[Collected data]
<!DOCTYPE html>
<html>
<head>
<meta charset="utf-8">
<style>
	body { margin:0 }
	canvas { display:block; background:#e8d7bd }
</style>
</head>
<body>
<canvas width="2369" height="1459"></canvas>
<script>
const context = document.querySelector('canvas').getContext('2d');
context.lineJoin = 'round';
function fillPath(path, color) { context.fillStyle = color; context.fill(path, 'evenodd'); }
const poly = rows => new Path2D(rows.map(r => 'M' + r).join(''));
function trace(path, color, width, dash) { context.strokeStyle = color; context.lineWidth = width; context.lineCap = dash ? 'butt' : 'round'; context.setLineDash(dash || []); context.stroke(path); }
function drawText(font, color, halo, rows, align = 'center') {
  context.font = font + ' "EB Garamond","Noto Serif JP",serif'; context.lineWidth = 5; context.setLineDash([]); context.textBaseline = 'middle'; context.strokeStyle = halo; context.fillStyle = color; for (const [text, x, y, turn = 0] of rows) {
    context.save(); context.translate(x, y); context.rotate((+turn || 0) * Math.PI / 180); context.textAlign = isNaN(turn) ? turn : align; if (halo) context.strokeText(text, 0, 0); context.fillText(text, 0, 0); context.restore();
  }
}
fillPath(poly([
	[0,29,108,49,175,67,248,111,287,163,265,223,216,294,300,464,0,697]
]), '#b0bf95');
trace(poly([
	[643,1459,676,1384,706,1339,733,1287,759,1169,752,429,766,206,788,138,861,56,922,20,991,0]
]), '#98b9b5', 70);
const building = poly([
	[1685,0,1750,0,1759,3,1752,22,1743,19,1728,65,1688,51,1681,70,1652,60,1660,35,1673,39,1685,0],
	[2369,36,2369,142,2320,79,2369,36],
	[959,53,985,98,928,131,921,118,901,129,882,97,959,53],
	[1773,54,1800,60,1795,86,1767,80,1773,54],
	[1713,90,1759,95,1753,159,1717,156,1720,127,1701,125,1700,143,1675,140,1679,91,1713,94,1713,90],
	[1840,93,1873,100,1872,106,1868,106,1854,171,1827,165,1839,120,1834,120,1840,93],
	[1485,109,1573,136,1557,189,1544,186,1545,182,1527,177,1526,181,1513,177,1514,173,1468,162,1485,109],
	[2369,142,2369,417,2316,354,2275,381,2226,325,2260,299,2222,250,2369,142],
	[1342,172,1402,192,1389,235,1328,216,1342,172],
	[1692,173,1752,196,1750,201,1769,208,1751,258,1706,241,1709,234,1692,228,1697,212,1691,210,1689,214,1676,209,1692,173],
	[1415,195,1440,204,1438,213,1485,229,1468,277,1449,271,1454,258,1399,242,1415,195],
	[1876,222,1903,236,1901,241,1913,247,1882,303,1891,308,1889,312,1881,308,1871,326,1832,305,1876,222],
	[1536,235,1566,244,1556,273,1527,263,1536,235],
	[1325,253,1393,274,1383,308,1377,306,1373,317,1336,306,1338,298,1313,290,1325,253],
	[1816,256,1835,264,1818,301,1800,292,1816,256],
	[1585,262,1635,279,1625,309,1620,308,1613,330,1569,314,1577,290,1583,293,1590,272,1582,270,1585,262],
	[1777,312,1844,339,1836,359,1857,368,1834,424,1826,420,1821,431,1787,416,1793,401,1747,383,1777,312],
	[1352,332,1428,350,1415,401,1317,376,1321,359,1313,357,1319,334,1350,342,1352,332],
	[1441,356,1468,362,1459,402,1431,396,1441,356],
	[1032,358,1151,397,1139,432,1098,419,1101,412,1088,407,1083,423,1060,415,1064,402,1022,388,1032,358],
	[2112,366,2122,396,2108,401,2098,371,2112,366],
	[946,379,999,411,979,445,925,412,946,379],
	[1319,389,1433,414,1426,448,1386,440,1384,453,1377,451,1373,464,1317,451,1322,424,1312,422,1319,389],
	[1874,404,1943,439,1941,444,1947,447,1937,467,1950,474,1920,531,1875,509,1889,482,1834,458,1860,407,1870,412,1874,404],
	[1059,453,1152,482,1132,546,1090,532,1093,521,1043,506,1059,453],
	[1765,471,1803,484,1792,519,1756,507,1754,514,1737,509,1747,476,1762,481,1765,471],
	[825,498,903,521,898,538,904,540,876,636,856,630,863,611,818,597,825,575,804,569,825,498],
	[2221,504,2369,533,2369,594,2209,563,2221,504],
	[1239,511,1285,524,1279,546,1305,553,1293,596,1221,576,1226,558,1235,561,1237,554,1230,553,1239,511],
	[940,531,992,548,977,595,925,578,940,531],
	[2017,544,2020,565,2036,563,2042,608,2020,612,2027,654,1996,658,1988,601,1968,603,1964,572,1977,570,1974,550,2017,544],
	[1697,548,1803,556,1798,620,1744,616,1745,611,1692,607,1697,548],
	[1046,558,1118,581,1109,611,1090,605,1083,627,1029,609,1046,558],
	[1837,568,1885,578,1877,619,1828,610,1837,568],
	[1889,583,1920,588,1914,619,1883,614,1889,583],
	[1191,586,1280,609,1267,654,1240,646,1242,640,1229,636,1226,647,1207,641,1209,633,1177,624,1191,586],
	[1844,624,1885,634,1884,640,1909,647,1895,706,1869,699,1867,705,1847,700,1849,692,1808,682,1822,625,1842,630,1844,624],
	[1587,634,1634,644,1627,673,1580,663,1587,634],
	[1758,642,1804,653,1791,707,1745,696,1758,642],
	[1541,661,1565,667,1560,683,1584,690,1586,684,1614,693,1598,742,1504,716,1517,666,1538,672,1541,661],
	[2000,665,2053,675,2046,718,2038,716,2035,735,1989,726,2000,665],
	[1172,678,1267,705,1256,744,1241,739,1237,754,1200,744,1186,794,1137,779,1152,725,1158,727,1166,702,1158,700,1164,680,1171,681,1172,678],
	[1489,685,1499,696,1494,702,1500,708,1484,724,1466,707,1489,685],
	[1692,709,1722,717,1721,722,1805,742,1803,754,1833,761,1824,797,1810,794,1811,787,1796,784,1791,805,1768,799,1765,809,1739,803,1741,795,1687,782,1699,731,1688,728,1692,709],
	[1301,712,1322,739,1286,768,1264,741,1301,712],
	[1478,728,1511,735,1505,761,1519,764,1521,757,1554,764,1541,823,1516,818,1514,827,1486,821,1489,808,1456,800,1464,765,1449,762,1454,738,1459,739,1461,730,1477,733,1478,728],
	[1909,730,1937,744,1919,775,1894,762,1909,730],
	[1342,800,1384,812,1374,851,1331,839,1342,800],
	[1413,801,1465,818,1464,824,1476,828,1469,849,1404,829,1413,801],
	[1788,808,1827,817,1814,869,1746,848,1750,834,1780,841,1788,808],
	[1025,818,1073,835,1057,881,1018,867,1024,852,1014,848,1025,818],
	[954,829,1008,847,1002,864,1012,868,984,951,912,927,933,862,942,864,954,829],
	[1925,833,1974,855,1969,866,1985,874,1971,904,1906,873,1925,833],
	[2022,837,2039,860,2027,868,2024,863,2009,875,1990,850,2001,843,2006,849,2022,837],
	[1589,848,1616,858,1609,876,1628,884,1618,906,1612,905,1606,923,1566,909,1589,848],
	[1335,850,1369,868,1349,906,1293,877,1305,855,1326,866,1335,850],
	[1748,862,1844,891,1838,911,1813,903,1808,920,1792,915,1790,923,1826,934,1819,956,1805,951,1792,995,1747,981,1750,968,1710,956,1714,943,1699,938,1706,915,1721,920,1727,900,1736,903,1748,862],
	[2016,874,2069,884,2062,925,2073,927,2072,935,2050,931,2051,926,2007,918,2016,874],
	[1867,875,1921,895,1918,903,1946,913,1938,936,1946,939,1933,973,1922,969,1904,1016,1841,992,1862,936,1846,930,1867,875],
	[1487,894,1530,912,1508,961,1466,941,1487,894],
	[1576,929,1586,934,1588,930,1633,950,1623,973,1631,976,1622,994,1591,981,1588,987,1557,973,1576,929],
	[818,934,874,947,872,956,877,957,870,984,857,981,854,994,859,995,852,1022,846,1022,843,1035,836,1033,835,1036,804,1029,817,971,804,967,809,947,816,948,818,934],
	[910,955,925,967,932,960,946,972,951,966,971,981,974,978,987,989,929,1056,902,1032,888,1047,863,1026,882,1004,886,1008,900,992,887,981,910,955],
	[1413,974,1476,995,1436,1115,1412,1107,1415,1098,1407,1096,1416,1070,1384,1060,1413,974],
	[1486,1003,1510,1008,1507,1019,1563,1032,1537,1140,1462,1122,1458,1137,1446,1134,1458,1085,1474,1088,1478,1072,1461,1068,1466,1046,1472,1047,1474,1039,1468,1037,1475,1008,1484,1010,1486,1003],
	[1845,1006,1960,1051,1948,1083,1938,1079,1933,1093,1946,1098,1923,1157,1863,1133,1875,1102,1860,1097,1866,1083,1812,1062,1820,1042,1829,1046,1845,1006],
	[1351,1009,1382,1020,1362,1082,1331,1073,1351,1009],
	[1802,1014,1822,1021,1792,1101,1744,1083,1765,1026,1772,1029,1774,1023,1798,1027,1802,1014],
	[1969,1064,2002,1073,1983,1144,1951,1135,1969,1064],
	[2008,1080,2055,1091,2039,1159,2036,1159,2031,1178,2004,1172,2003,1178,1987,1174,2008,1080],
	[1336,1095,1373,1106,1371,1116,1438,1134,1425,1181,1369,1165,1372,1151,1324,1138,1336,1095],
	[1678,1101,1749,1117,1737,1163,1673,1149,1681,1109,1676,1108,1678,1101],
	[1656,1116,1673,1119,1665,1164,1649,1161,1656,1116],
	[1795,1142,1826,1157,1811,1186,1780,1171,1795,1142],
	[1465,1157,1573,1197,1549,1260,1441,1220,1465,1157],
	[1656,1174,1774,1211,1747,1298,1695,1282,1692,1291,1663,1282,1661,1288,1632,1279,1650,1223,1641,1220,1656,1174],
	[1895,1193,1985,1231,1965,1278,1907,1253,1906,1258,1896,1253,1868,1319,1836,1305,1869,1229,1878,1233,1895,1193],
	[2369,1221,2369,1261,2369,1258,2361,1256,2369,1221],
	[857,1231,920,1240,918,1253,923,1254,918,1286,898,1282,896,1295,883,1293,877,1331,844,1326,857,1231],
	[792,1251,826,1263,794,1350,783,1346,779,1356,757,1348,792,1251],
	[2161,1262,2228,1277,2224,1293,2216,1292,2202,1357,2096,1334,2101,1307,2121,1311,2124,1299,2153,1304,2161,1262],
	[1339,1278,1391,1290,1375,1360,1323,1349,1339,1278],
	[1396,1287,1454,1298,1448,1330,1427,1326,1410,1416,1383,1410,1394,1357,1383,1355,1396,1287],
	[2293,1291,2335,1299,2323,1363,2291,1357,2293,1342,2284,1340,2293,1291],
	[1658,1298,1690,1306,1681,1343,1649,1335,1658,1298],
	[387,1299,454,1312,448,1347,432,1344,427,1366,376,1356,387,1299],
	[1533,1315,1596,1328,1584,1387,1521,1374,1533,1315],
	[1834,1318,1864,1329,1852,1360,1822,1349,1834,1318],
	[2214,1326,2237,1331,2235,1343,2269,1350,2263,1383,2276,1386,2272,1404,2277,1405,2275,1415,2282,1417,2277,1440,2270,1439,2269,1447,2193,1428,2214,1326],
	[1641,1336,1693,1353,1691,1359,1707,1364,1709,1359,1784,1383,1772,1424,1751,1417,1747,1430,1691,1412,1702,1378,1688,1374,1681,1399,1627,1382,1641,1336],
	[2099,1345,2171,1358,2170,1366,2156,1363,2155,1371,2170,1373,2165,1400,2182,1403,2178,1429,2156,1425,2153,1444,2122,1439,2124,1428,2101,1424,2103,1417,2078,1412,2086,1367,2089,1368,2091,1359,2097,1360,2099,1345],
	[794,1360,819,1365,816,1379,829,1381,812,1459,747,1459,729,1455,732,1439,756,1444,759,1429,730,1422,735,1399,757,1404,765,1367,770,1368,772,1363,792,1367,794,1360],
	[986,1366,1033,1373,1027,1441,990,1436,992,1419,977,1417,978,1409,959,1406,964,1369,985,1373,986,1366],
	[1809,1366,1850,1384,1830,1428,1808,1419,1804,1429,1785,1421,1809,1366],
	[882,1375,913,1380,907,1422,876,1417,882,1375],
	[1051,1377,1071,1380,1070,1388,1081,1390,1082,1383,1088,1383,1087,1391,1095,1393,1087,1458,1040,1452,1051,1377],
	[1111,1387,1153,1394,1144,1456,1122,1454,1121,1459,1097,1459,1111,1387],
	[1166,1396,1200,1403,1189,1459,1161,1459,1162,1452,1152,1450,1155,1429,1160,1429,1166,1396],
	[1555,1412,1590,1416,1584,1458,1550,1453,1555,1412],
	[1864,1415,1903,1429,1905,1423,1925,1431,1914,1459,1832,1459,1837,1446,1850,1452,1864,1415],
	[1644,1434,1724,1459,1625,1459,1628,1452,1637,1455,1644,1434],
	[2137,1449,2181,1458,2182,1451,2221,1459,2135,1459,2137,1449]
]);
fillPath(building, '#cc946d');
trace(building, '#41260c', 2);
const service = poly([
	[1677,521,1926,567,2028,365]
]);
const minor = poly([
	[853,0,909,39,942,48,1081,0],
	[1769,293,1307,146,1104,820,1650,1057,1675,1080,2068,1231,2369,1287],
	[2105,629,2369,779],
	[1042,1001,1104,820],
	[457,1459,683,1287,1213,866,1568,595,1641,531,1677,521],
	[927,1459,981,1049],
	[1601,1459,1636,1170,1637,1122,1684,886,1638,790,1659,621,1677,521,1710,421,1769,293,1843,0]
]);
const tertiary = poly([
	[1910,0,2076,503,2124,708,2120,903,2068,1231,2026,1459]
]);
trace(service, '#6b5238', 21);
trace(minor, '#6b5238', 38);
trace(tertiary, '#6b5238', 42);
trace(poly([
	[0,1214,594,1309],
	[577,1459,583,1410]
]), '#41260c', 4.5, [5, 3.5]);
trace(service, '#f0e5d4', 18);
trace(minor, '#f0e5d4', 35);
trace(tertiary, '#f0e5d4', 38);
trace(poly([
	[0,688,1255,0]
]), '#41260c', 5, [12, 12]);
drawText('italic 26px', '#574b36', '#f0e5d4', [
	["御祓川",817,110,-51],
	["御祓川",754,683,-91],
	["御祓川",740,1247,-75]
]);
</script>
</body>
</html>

> _Exercise directions_:
Count the lines of the data that include the string "font", and give only that number.

> _Output of the exercise_:
2